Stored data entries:

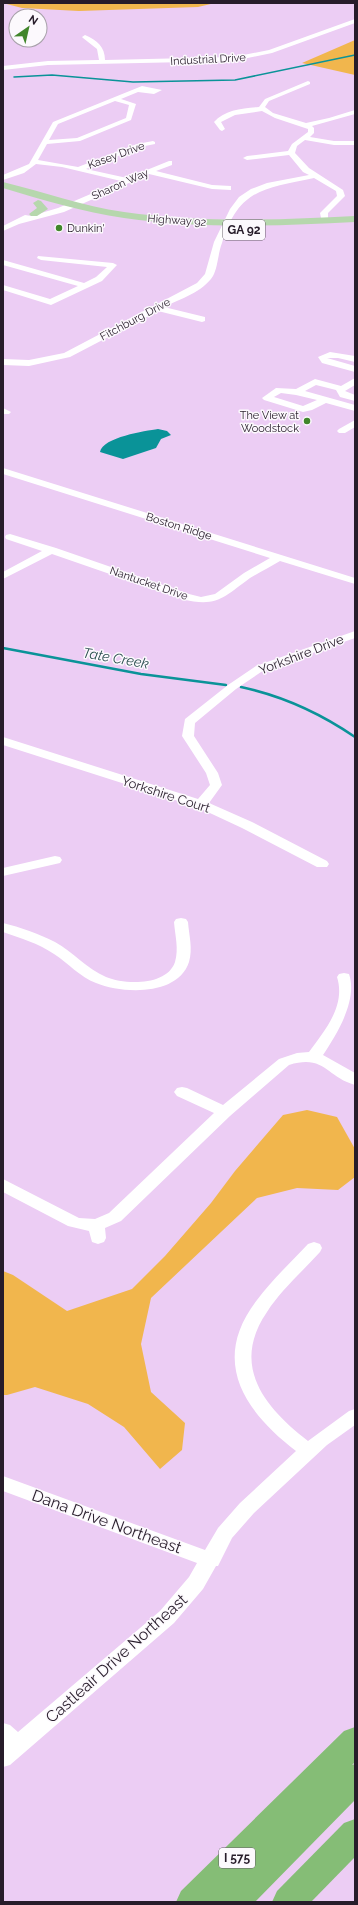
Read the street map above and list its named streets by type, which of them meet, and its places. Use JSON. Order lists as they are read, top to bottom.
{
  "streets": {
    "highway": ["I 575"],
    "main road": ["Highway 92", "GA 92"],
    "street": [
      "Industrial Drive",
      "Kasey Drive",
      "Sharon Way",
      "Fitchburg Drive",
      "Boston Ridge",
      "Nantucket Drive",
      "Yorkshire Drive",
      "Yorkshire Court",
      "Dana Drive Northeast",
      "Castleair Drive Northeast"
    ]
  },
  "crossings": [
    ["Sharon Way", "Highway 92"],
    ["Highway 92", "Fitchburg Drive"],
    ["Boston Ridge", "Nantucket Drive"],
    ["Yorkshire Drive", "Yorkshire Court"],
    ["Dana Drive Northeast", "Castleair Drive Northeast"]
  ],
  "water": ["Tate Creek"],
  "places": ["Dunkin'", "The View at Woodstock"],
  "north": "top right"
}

**EXERCISE DESCRIPTION:** Your task is to repeat the records exactly. Images do not belong in the copy.

**ANSWER TO THIS EXERCISE:**
Read the street map above and list its named streets by type, which of them meet, and its places. Use JSON. Order lists as they are read, top to bottom.
{
  "streets": {
    "highway": ["I 575"],
    "main road": ["Highway 92", "GA 92"],
    "street": [
      "Industrial Drive",
      "Kasey Drive",
      "Sharon Way",
      "Fitchburg Drive",
      "Boston Ridge",
      "Nantucket Drive",
      "Yorkshire Drive",
      "Yorkshire Court",
      "Dana Drive Northeast",
      "Castleair Drive Northeast"
    ]
  },
  "crossings": [
    ["Sharon Way", "Highway 92"],
    ["Highway 92", "Fitchburg Drive"],
    ["Boston Ridge", "Nantucket Drive"],
    ["Yorkshire Drive", "Yorkshire Court"],
    ["Dana Drive Northeast", "Castleair Drive Northeast"]
  ],
  "water": ["Tate Creek"],
  "places": ["Dunkin'", "The View at Woodstock"],
  "north": "top right"
}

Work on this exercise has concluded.